April 27 (Reuters) - Here is how President Joe Biden will propose on Wednesday raising taxes on the wealthiest Americans to pay for pre-kindergarten and community college education and paid leave for healthcare, based on sources familiar with his plans and past comments he has made.

WHAT AMERICANS WOULD GET

Universal pre-kindergarten: Biden said on the campaign trail that he would provide federally funded universal pre-kindergarten for all 3- and 4-year-old children.

Paid family leave: Biden supports legislation to provide 12 weeks of paid leave for all workers for their own or a family member’s serious health condition.

Free community college: Biden has supported providing two years of community college or other high-quality training program debt-free for individuals looking to learn or improve their skills to keep up with the changing nature of work.

Extended child tax credits: Biden is seeking to extend the expanded child tax credit, which is essentially a monthly payment from the government for most families, through 2025. The credit was created on a temporary basis by a $1.9 trillion coronavirus relief package passed in March.

HOW THE RICHEST AMERICANS WOULD PAY FOR IT

Top marginal tax: Biden will propose raising the top marginal income tax rate to 39.6% from 37%. For tax year 2021, the top tax rate is 37% for the richest Americans - individual taxpayers with incomes greater than $523,600 and married couples filing jointly with over $628,300.

Capital gains: Biden would nearly double taxes on capital gains, or income earned from the sale of an asset like a stock, to 39.6% for people earning more than $1 million.
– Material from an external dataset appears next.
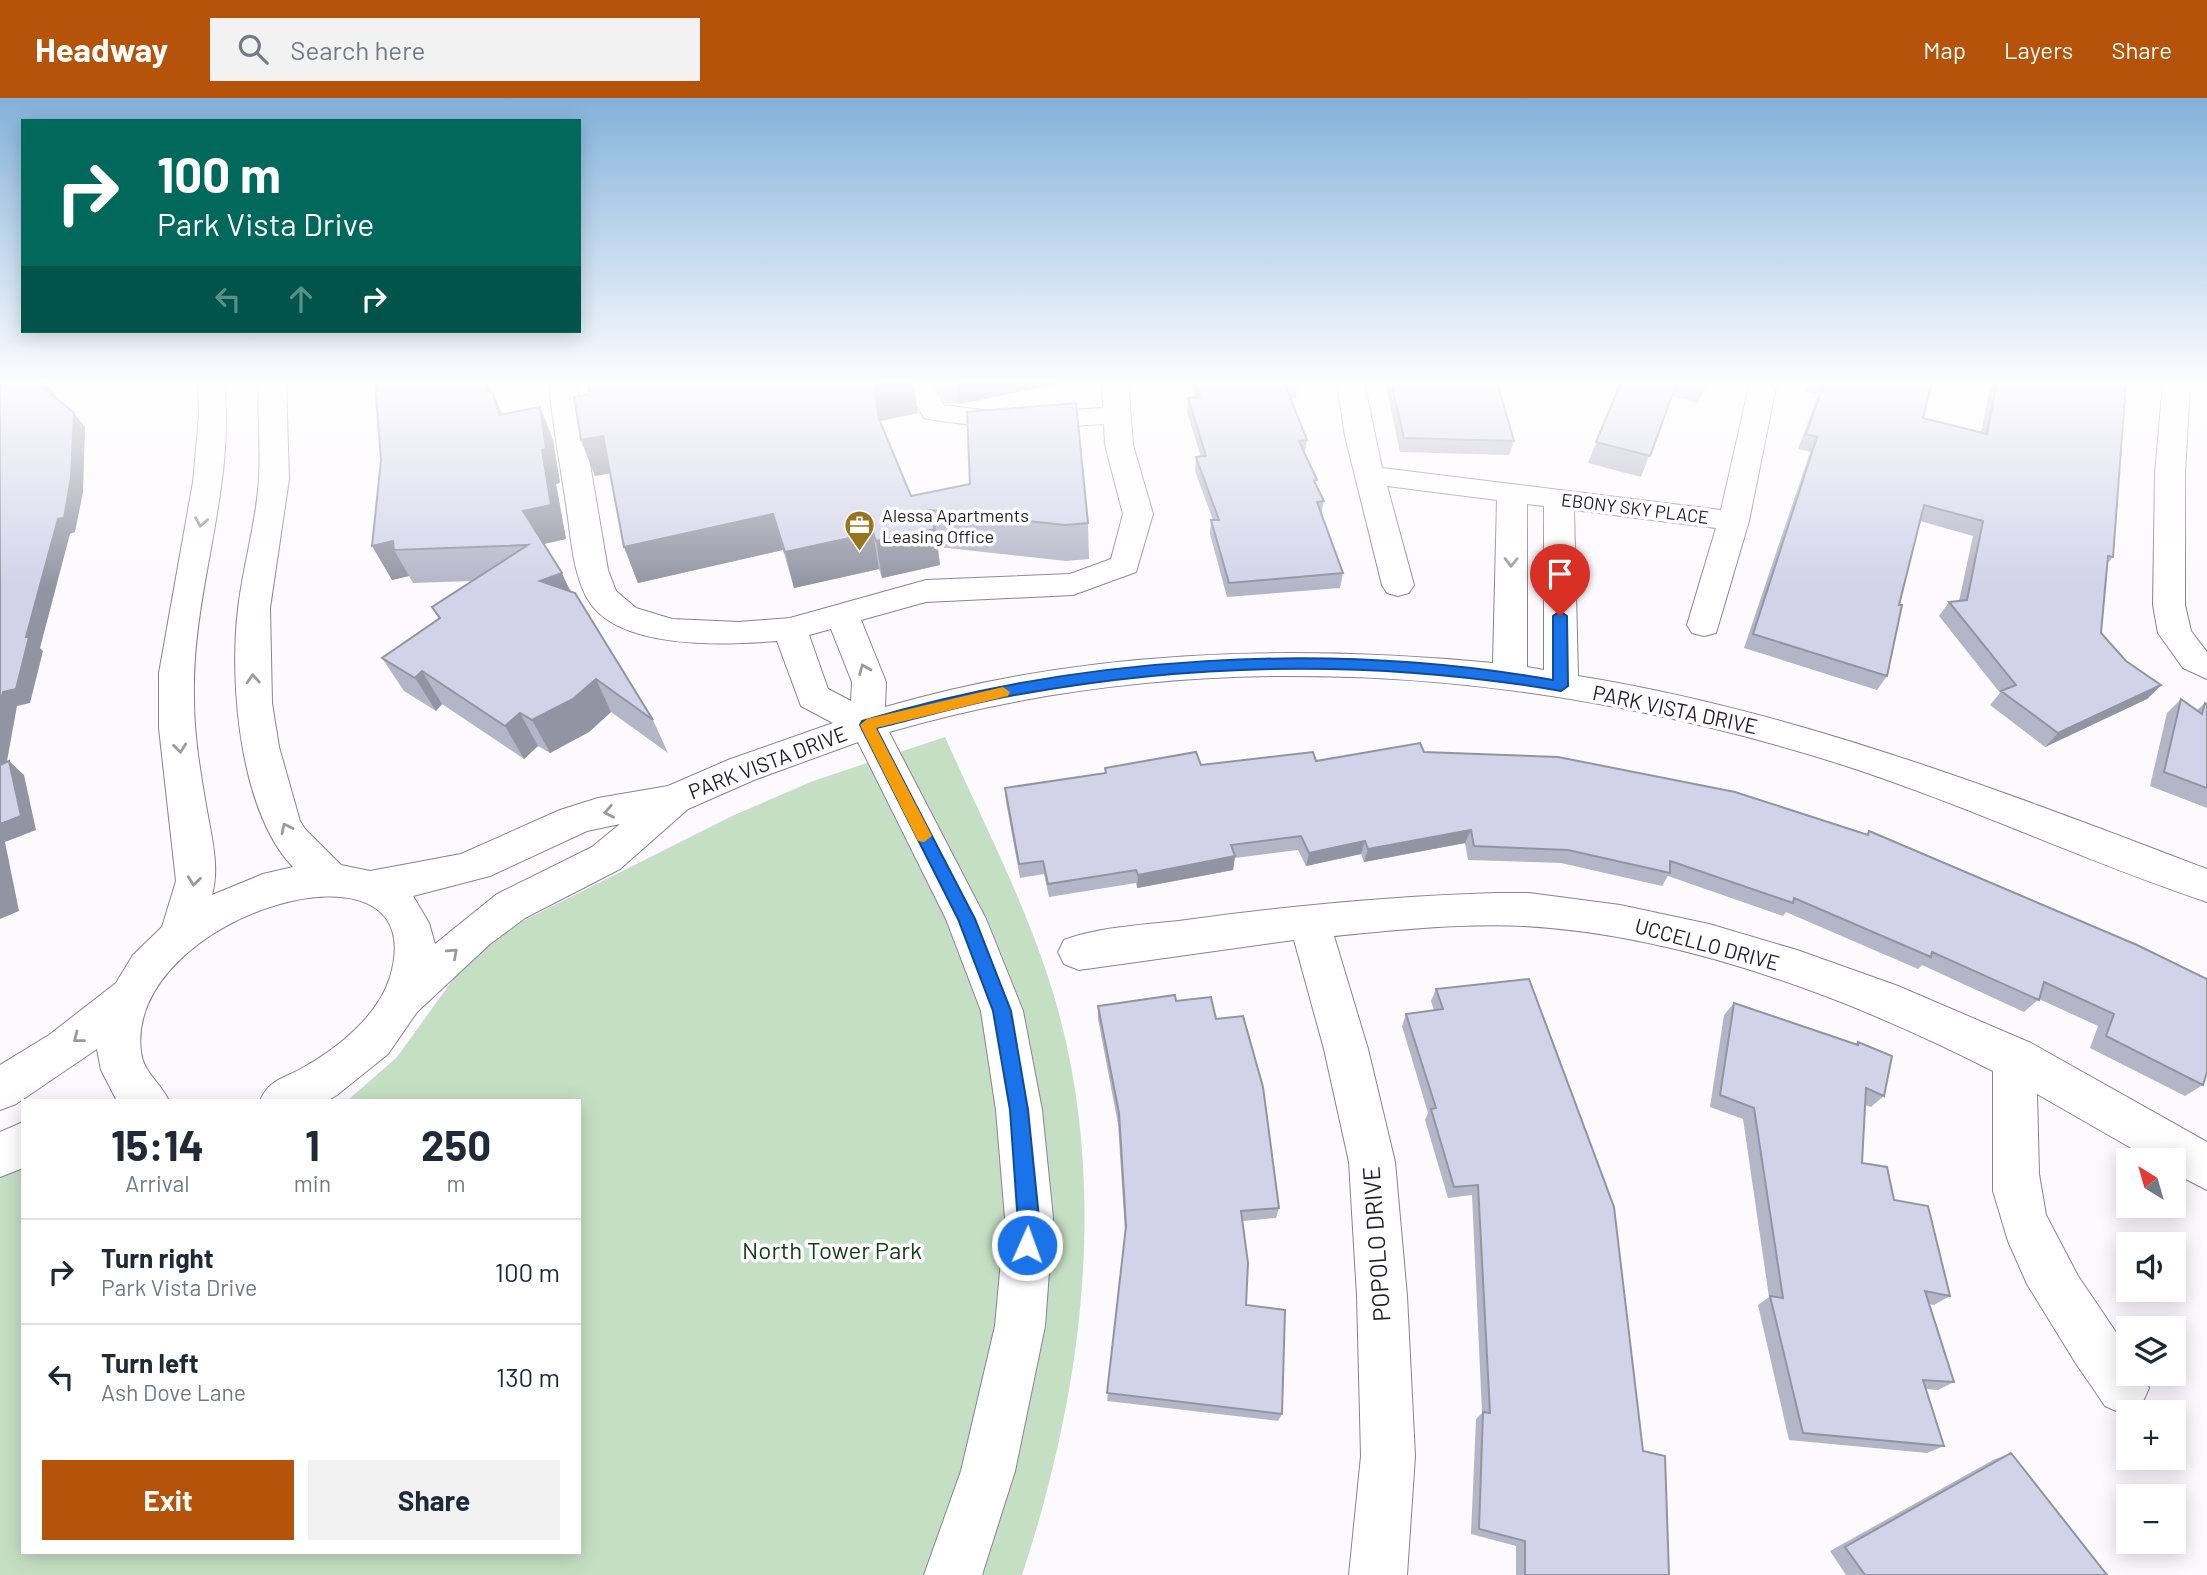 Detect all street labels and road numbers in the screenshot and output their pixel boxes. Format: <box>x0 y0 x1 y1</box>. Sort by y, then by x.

On the campaign trail, Biden proposed taxing capital gains and dividends as ordinary income for taxpayers earning over $1 million.

Inheritance: Biden could eliminate a provision of the tax code that reduces taxes for wealthy heirs who sell assets they inherit that have gained value over time.

Enforcement: He would raise revenue by increasing enforcement at the tax-collecting Internal Revenue Service to bring in more money from wealthy Americans who evade taxes. (Reporting by Jarrett Renshaw; Editing by Heather Timmons and Howard Goller)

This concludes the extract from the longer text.